Present the following entries again, word for word and in full.
#####
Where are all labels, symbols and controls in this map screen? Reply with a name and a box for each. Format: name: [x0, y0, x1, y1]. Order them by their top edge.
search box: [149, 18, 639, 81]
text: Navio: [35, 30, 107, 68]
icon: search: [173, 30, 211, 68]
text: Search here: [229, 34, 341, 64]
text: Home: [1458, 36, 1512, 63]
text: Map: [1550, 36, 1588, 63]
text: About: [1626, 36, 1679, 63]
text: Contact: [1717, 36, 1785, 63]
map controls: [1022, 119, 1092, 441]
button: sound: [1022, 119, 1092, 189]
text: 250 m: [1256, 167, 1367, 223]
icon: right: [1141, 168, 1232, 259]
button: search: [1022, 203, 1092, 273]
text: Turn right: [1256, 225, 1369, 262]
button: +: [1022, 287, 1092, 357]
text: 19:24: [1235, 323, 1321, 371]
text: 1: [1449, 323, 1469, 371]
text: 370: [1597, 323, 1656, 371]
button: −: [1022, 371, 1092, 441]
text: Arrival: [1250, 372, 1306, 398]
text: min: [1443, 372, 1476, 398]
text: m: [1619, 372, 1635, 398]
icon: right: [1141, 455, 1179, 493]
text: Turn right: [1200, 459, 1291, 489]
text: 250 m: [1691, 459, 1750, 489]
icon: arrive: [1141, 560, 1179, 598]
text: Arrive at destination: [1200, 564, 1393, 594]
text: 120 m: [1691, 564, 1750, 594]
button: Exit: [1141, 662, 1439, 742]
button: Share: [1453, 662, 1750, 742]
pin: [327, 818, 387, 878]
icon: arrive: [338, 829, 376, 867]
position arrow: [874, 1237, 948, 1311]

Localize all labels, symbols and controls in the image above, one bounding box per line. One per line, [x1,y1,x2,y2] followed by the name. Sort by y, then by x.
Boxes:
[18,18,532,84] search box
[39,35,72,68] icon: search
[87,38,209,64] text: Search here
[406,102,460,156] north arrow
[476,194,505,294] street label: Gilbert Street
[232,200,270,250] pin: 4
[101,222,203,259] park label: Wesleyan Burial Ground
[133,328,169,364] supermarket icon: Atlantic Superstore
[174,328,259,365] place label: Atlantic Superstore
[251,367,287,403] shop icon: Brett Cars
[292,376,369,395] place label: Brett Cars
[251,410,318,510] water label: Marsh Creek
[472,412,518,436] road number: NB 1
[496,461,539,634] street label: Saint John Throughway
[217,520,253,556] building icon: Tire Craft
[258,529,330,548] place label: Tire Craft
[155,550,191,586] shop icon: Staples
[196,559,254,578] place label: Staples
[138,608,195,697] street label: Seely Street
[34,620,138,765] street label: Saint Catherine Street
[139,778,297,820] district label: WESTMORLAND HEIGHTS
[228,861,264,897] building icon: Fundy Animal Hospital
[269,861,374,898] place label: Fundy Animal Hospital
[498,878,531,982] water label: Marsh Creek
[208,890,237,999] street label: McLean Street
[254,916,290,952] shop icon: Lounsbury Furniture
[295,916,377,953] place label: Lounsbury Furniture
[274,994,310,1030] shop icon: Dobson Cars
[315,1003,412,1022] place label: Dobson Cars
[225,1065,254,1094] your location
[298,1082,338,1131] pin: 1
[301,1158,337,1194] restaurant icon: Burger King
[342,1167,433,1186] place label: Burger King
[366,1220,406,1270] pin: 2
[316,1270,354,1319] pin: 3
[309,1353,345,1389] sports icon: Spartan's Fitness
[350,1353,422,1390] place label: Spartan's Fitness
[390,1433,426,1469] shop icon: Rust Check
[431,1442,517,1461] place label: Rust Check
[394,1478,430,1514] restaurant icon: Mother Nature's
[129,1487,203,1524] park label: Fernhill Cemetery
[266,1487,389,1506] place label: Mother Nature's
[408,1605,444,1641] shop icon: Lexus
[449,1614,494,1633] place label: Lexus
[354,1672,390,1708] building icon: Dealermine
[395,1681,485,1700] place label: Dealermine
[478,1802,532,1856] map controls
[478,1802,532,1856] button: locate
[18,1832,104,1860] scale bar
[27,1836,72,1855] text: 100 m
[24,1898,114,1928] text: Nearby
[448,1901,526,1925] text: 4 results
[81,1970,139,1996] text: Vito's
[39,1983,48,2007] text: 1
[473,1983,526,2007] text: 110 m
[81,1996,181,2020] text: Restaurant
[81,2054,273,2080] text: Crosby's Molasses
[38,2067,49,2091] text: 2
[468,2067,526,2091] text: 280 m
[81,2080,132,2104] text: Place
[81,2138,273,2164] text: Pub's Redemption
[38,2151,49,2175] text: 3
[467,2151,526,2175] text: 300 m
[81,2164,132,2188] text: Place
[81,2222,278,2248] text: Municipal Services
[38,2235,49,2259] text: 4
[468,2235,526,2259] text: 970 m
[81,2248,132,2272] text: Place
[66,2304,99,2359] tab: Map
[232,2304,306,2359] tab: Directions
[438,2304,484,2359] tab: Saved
#####
• [EXERCISE RESULT]
Where are all labels, symbols and controls in this map screen? Reply with a name and a box for each. Format: name: [x0, y0, x1, y1]. Order them by their top edge.
search box: [149, 18, 639, 81]
text: Navio: [35, 30, 107, 68]
icon: search: [173, 30, 211, 68]
text: Search here: [229, 34, 341, 64]
text: Home: [1458, 36, 1512, 63]
text: Map: [1550, 36, 1588, 63]
text: About: [1626, 36, 1679, 63]
text: Contact: [1717, 36, 1785, 63]
map controls: [1022, 119, 1092, 441]
button: sound: [1022, 119, 1092, 189]
text: 250 m: [1256, 167, 1367, 223]
icon: right: [1141, 168, 1232, 259]
button: search: [1022, 203, 1092, 273]
text: Turn right: [1256, 225, 1369, 262]
button: +: [1022, 287, 1092, 357]
text: 19:24: [1235, 323, 1321, 371]
text: 1: [1449, 323, 1469, 371]
text: 370: [1597, 323, 1656, 371]
button: −: [1022, 371, 1092, 441]
text: Arrival: [1250, 372, 1306, 398]
text: min: [1443, 372, 1476, 398]
text: m: [1619, 372, 1635, 398]
icon: right: [1141, 455, 1179, 493]
text: Turn right: [1200, 459, 1291, 489]
text: 250 m: [1691, 459, 1750, 489]
icon: arrive: [1141, 560, 1179, 598]
text: Arrive at destination: [1200, 564, 1393, 594]
text: 120 m: [1691, 564, 1750, 594]
button: Exit: [1141, 662, 1439, 742]
button: Share: [1453, 662, 1750, 742]
pin: [327, 818, 387, 878]
icon: arrive: [338, 829, 376, 867]
position arrow: [874, 1237, 948, 1311]

Localize all labels, symbols and controls in the image above, one bounding box per line. One per line, [x1,y1,x2,y2] followed by the name. Sort by y, then by x.
Boxes:
[18,18,532,84] search box
[39,35,72,68] icon: search
[87,38,209,64] text: Search here
[406,102,460,156] north arrow
[476,194,505,294] street label: Gilbert Street
[232,200,270,250] pin: 4
[101,222,203,259] park label: Wesleyan Burial Ground
[133,328,169,364] supermarket icon: Atlantic Superstore
[174,328,259,365] place label: Atlantic Superstore
[251,367,287,403] shop icon: Brett Cars
[292,376,369,395] place label: Brett Cars
[251,410,318,510] water label: Marsh Creek
[472,412,518,436] road number: NB 1
[496,461,539,634] street label: Saint John Throughway
[217,520,253,556] building icon: Tire Craft
[258,529,330,548] place label: Tire Craft
[155,550,191,586] shop icon: Staples
[196,559,254,578] place label: Staples
[138,608,195,697] street label: Seely Street
[34,620,138,765] street label: Saint Catherine Street
[139,778,297,820] district label: WESTMORLAND HEIGHTS
[228,861,264,897] building icon: Fundy Animal Hospital
[269,861,374,898] place label: Fundy Animal Hospital
[498,878,531,982] water label: Marsh Creek
[208,890,237,999] street label: McLean Street
[254,916,290,952] shop icon: Lounsbury Furniture
[295,916,377,953] place label: Lounsbury Furniture
[274,994,310,1030] shop icon: Dobson Cars
[315,1003,412,1022] place label: Dobson Cars
[225,1065,254,1094] your location
[298,1082,338,1131] pin: 1
[301,1158,337,1194] restaurant icon: Burger King
[342,1167,433,1186] place label: Burger King
[366,1220,406,1270] pin: 2
[316,1270,354,1319] pin: 3
[309,1353,345,1389] sports icon: Spartan's Fitness
[350,1353,422,1390] place label: Spartan's Fitness
[390,1433,426,1469] shop icon: Rust Check
[431,1442,517,1461] place label: Rust Check
[394,1478,430,1514] restaurant icon: Mother Nature's
[129,1487,203,1524] park label: Fernhill Cemetery
[266,1487,389,1506] place label: Mother Nature's
[408,1605,444,1641] shop icon: Lexus
[449,1614,494,1633] place label: Lexus
[354,1672,390,1708] building icon: Dealermine
[395,1681,485,1700] place label: Dealermine
[478,1802,532,1856] map controls
[478,1802,532,1856] button: locate
[18,1832,104,1860] scale bar
[27,1836,72,1855] text: 100 m
[24,1898,114,1928] text: Nearby
[448,1901,526,1925] text: 4 results
[81,1970,139,1996] text: Vito's
[39,1983,48,2007] text: 1
[473,1983,526,2007] text: 110 m
[81,1996,181,2020] text: Restaurant
[81,2054,273,2080] text: Crosby's Molasses
[38,2067,49,2091] text: 2
[468,2067,526,2091] text: 280 m
[81,2080,132,2104] text: Place
[81,2138,273,2164] text: Pub's Redemption
[38,2151,49,2175] text: 3
[467,2151,526,2175] text: 300 m
[81,2164,132,2188] text: Place
[81,2222,278,2248] text: Municipal Services
[38,2235,49,2259] text: 4
[468,2235,526,2259] text: 970 m
[81,2248,132,2272] text: Place
[66,2304,99,2359] tab: Map
[232,2304,306,2359] tab: Directions
[438,2304,484,2359] tab: Saved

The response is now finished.